*** Block opens ***
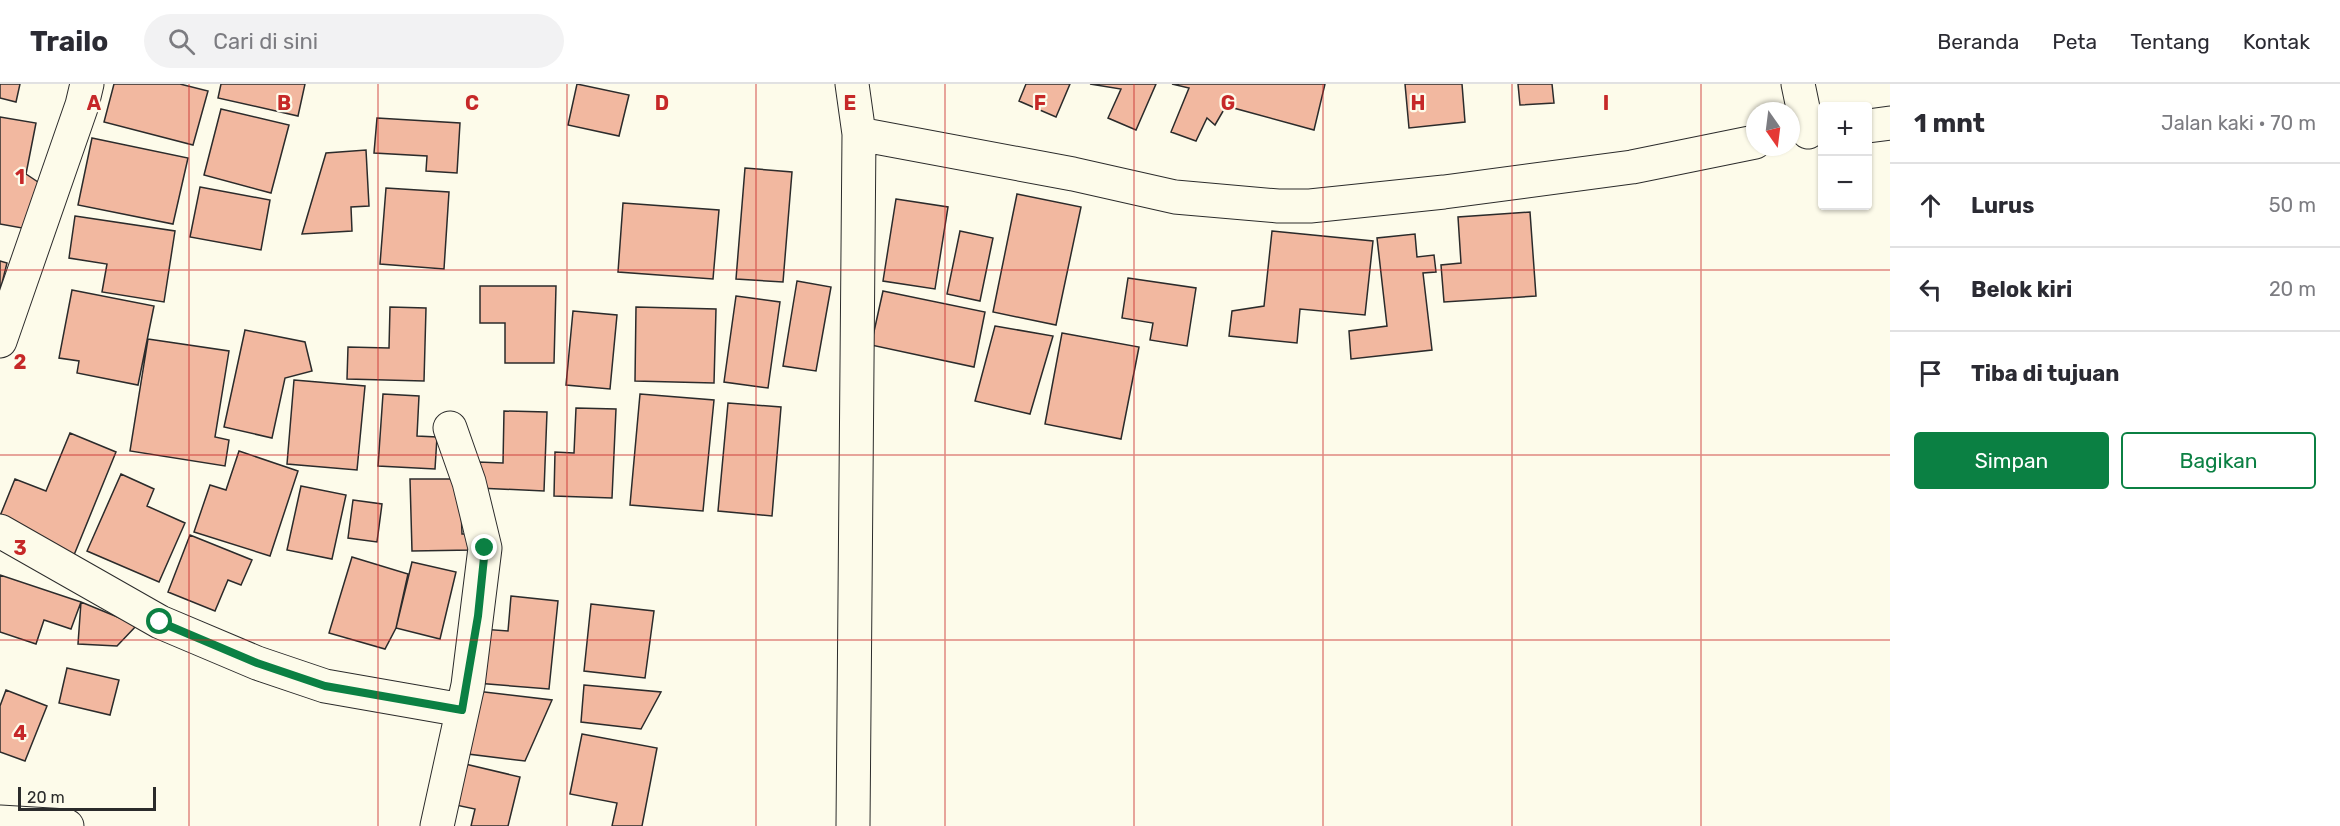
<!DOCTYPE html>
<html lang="id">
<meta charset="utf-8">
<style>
:root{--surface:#fff;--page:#f2f2f3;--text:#2b2b33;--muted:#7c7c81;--line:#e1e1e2;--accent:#0b8043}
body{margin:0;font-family:Rubik,sans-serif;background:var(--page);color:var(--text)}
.controls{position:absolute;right:18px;top:18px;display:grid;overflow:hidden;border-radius:6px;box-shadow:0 2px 4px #0004}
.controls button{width:54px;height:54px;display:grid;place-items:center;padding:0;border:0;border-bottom:2px solid var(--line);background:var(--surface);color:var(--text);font:30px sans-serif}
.compass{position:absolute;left:1746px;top:18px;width:54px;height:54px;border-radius:50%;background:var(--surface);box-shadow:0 2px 4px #0004;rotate:166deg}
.scale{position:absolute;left:18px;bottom:15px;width:138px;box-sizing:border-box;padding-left:6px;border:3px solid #2b2b2b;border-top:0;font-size:16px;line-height:21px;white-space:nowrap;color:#2b2b2b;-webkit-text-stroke:4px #fdfbea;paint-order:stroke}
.stop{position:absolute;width:18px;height:18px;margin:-14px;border:4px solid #0b8043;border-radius:50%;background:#fff}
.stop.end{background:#0b8043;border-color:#fff;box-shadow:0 2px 6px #0008}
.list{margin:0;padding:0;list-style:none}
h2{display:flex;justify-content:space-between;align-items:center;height:78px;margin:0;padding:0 24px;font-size:26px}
h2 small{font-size:20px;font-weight:400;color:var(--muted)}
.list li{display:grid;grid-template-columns:39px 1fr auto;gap:18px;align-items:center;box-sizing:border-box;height:84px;padding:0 24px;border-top:2px solid var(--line)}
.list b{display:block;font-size:22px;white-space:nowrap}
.list em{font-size:20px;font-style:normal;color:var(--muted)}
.actions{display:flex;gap:12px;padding:18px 24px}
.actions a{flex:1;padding:14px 0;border:2px solid var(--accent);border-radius:6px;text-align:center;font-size:21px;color:var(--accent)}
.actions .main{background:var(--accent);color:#fff}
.icon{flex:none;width:33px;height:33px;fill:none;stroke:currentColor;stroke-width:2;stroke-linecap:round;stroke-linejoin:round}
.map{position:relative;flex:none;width:1890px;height:742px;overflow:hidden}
header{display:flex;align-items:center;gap:36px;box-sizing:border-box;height:84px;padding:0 30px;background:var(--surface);border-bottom:2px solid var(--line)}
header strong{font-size:28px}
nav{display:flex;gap:33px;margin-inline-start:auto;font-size:21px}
.search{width:420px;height:54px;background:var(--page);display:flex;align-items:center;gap:15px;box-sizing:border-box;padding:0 21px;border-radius:33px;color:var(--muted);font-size:22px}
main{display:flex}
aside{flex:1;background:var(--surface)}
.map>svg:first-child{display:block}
</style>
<header>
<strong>Trailo</strong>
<div class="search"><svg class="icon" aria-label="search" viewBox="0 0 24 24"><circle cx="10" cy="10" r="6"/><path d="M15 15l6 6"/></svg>Cari di sini</div>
<nav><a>Beranda</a><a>Peta</a><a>Tentang</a><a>Kontak</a></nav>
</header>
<main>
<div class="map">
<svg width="1890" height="742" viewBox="0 0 1890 742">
<rect width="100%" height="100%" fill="#fdfbea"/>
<path fill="#f2b8a0" stroke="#2b2b2b" stroke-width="1.5" d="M 0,0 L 20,0 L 16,18 L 0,14 Z
M 114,0 L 180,0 L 208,7 L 193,61 L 104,38 Z
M 221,0 L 305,0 L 298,32 L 218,14 Z
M 577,0 L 629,11 L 619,52 L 568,41 Z
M 1026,0 L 1070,0 L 1056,33 L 1019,17 Z
M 1090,0 L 1156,0 L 1136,46 L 1108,34 L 1121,5 Z
M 1172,0 L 1325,0 L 1314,46 L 1226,22 L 1215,41 L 1207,34 L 1196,57 L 1171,48 L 1189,4 Z
M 1405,0 L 1462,0 L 1465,38 L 1409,44 Z
M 1518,0 L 1552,0 L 1554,19 L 1520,21 Z
M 221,25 L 289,41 L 271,109 L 204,91 Z
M 0,33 L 36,39 L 26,90 L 41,100 L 33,146 L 0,140 Z
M 377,34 L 460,39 L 457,89 L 426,87 L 427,72 L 374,69 Z
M 92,54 L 188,74 L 173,140 L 78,121 Z
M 366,66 L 369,122 L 351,123 L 352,147 L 302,150 L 326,69 Z
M 745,84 L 792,88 L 783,198 L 736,195 Z
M 200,103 L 270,116 L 261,166 L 190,153 Z
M 386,104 L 449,108 L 444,185 L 380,180 Z
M 1017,110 L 1081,123 L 1056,241 L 993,228 Z
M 896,115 L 948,123 L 935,205 L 883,197 Z
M 623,119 L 719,126 L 713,195 L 618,188 Z
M 1530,128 L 1536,212 L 1444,218 L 1441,181 L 1461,179 L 1458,133 Z
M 75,132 L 175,147 L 164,218 L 102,208 L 107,180 L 69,174 Z
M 960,147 L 993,154 L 980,217 L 947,210 Z
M 1272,147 L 1373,157 L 1365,231 L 1300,225 L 1297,259 L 1229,252 L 1232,227 L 1264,222 Z
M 1415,150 L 1417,173 L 1434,171 L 1436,188 L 1423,189 L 1432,266 L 1351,275 L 1349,247 L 1387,242 L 1377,154 Z
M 0,177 L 7,179 L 0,207 Z
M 1128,194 L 1196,204 L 1187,262 L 1150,256 L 1153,239 L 1122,234 Z
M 797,197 L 831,203 L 816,287 L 783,282 Z
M 480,202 L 556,202 L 554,279 L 505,279 L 505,239 L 480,239 Z
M 72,206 L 154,222 L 138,301 L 77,289 L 79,277 L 59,274 Z
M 883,207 L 985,228 L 974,283 L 871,261 Z
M 736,212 L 780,218 L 768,304 L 724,298 Z
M 390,223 L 426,224 L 424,297 L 347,295 L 348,263 L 389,264 Z
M 636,223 L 716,225 L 714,299 L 635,297 Z
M 573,227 L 617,231 L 610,305 L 566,301 Z
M 995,242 L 1053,252 L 1030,330 L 975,317 Z
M 245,246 L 305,258 L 312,287 L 285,294 L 272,354 L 224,343 Z
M 1062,249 L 1139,263 L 1121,355 L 1045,340 Z
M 148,255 L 229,267 L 215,353 L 229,356 L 225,382 L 130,367 Z
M 294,296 L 365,302 L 357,386 L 287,380 Z
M 383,310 L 419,312 L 417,352 L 437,353 L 435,385 L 378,382 Z
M 640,310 L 714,316 L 703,427 L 630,421 Z
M 728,319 L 781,323 L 772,432 L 718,427 Z
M 576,324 L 616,325 L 612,414 L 554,412 L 555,368 L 574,369 Z
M 504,327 L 547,328 L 544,407 L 478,404 L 478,378 L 503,379 Z
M 70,349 L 116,368 L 74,471 L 0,432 L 15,395 L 46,407 Z
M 239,367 L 298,387 L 270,472 L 194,448 L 210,401 L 226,406 Z
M 121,390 L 154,405 L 147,422 L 185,439 L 159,498 L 87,467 Z
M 410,395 L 460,395 L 462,450 L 471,450 L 472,466 L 412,467 Z
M 301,402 L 346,411 L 332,475 L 287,466 Z
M 353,416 L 382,420 L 377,458 L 348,454 Z
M 190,451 L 252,476 L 241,501 L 228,496 L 215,527 L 168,508 Z
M 352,473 L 408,490 L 396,544 L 385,565 L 329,549 Z
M 412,478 L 456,488 L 440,555 L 396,544 Z
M 0,491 L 81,518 L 71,545 L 44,536 L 36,560 L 0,548 Z
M 511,512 L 558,517 L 549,605 L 476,599 L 481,545 L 508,547 Z
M 81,518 L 137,541 L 117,562 L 78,560 Z
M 591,520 L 654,527 L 645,594 L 584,587 Z
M 67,584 L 119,596 L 110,631 L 59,619 Z
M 584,601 L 661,608 L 641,645 L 581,638 Z
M 6,606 L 47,622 L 25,677 L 0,668 L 0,622 Z
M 476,607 L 552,616 L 525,677 L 468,670 Z
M 582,650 L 657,664 L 642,742 L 612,742 L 617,719 L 570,710 Z
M 461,679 L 520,693 L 508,742 L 471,742 L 475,725 L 451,720 Z"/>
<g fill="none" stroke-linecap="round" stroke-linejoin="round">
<g stroke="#2b2b2b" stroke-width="35">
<path id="minor" d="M 852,0 L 859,50 L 853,742
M 1798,0 L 1808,48
M 1868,42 L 1890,39
M 859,50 L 1073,90 L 1175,113 L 1278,122 L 1310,122 L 1444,108 L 1632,83 L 1755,58
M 0,257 L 82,21 L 87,0
M 0,447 L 160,538 L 257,579 L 325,602 L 462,626
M 0,738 L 67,742
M 437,742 L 468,601 L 485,464 L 469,398 L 450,344"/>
</g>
<use href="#minor" stroke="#fdfbea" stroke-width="33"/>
</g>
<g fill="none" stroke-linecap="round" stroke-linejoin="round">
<path stroke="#0b8043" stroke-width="8" d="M 160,538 L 257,579 L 325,602 L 462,626 L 478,532 L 485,464"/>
</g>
<path fill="none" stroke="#c62828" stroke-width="1.5" stroke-opacity="0.55" d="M 189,0 L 189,742M 378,0 L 378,742M 567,0 L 567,742M 756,0 L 756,742M 945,0 L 945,742M 1134,0 L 1134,742M 1323,0 L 1323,742M 1512,0 L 1512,742M 1701,0 L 1701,742M 0,186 L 1890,186M 0,371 L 1890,371M 0,556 L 1890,556"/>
<g font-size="20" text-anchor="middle" font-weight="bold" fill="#c62828" stroke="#fdfbea" stroke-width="4.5" stroke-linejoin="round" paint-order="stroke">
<text x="94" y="26">A</text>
<text x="284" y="26">B</text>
<text x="472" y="26">C</text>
<text x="662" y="26">D</text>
<text x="850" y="26">E</text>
<text x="1040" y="26">F</text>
<text x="1228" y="26">G</text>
<text x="1418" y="26">H</text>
<text x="1606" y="26">I</text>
<text x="20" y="100">1</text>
<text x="20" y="285">2</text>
<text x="20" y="471">3</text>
<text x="20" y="656">4</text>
</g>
</svg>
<div class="controls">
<button>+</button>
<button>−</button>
</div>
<svg class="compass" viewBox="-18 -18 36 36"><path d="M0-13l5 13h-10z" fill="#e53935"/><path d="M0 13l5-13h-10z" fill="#7c7c81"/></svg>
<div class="scale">20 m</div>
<div class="stop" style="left:160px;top:538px"></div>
<div class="stop end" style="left:485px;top:464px"></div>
</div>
<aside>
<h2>1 mnt<small>Jalan kaki · 70 m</small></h2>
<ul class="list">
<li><svg class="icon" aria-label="ahead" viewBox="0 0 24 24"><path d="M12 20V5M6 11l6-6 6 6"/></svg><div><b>Lurus</b></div><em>50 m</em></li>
<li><svg class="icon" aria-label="left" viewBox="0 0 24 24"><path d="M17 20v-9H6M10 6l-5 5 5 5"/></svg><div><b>Belok kiri</b></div><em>20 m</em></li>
<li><svg class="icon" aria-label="arrive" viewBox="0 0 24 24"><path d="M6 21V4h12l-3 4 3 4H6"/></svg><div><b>Tiba di tujuan</b></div></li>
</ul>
<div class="actions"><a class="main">Simpan</a><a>Bagikan</a></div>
</aside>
</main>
*** Block closes ***
Among the lines above, which ones include the word "controls"? Copy them.

.controls{position:absolute;right:18px;top:18px;display:grid;overflow:hidden;border-radius:6px;box-shadow:0 2px 4px #0004}
.controls button{width:54px;height:54px;display:grid;place-items:center;padding:0;border:0;border-bottom:2px solid var(--line);background:var(--surface);color:var(--text);font:30px sans-serif}
<div class="controls">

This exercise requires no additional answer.